Note the fit-out capex (partitioning, access control, lighting, ventilation) is notin the asking price — it becomes a line in the model, recovered over the first 18–30 months. The “30 %+ net” figures circulating in the Spanish press are returns on that fit-out capex with a free building — they do not apply to a €405,000 acquisition basis.

Scenario 3 — Single-tenant commercial lease

The cleanest line: lease the whole volume to one operator — last-mile logistics, a maintenance or trade business, a tourism-supply hub, private infrastructure. Bulk basement comps in Torrevieja run €5.65–7 / m² / month — raw volume at the floor, access-controlled space toward the top.

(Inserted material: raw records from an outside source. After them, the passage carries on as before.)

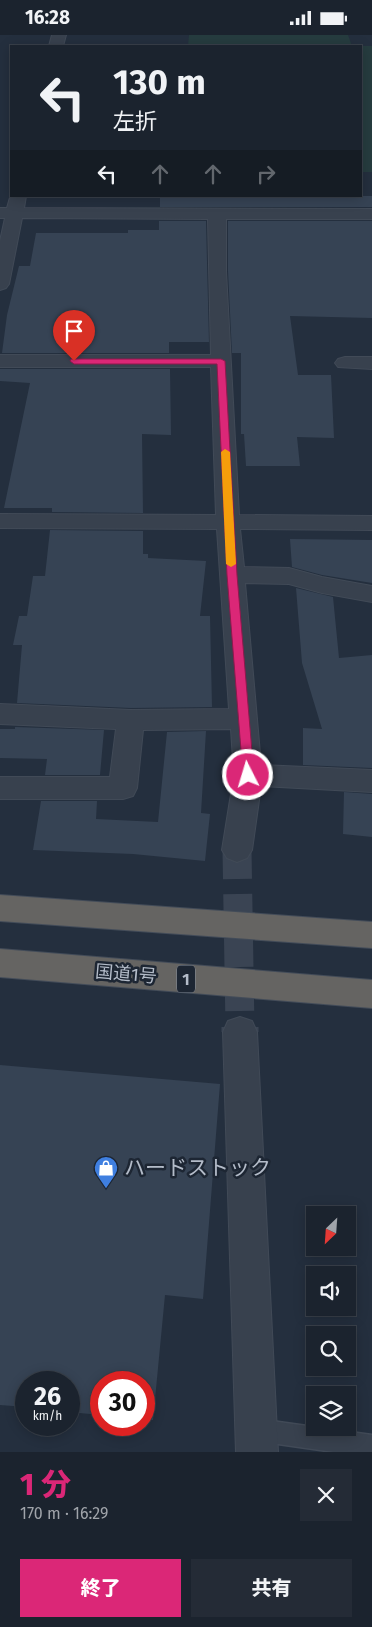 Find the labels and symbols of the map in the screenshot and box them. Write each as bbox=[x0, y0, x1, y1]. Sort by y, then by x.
pin bbox=[53, 310, 95, 361]
position arrow bbox=[221, 748, 273, 800]
street label: 国道1号 bbox=[94, 960, 158, 988]
road number: 1 bbox=[177, 966, 195, 993]
shop icon: ハードストック bbox=[93, 1155, 119, 1189]
place label: ハードストック bbox=[124, 1155, 271, 1181]
north arrow bbox=[306, 1206, 356, 1256]
speed limit sign: 30 bbox=[90, 1371, 155, 1436] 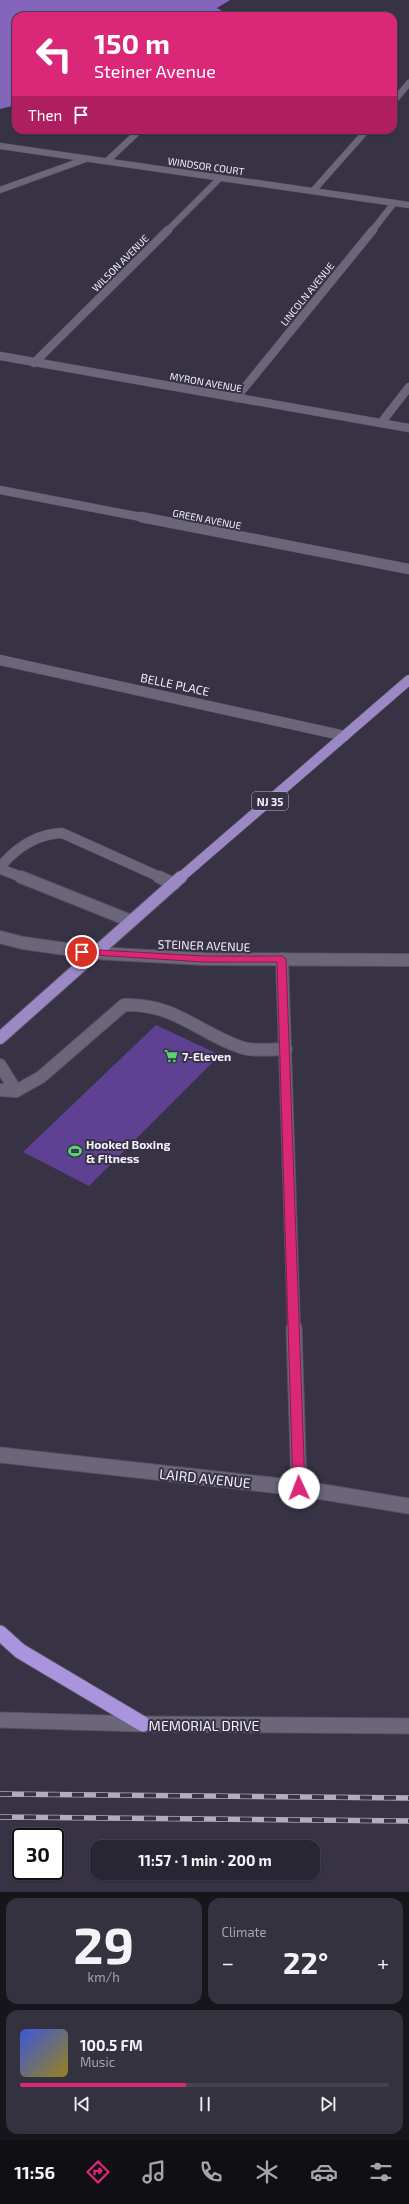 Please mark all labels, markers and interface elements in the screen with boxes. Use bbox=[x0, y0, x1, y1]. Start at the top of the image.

  • Realistic working rent ≈ €2,250 – €2,500 / month (€27,000 – €30,000 / year) → ≈ 6.7 – 7.4 % gross. The brochure’s €3,500 / month is an optimistic ceiling, only justifiable fitted-out or sub-divided.
  • Spanish commercial leases are commonly triple-net — the tenant carries IBI, community and insurance — so landlord-retained opex is low (~6 % NNN, ~15 % gross-lite). Net pre-tax ≈ €24,300 – €26,700 ≈ 6.0 – 6.6 % net.
  • On these numbers this is the best risk-adjusted model — least management, lowest opex. The single risk that matters is vacancy: one tenant means binary 0 %/100 % occupancy, so the vacancy allowance is the line we stress hardest.

How the group runs the file

One coordinated file across the three brands: Costa Larga sourced and audited the asset, Sarah Katerina runs the legal, fiscal and acquisition side (due diligence, tax-efficient structuring, secure transmission, closing), and VITA Host operates the income model once it’s live. The asset’s clean legal status — free of charges, fees current — means it can transfer quickly.

What we still verify together

  • Urban classification and the community-of-owners position on converting the basement to parking, storage or commercial use — non-negotiable before the arras.
  • The fit-out and licensing path for Scenarios 1 and 2, and the capex line that goes with each — neither is in the asking price.
  • Your acquisition vehicle (personal name vs. Spanish SL) and tax residence — non-resident income tax (24 % non-EU / 19 % EU on net) materially shifts the after-tax figure on every scenario above.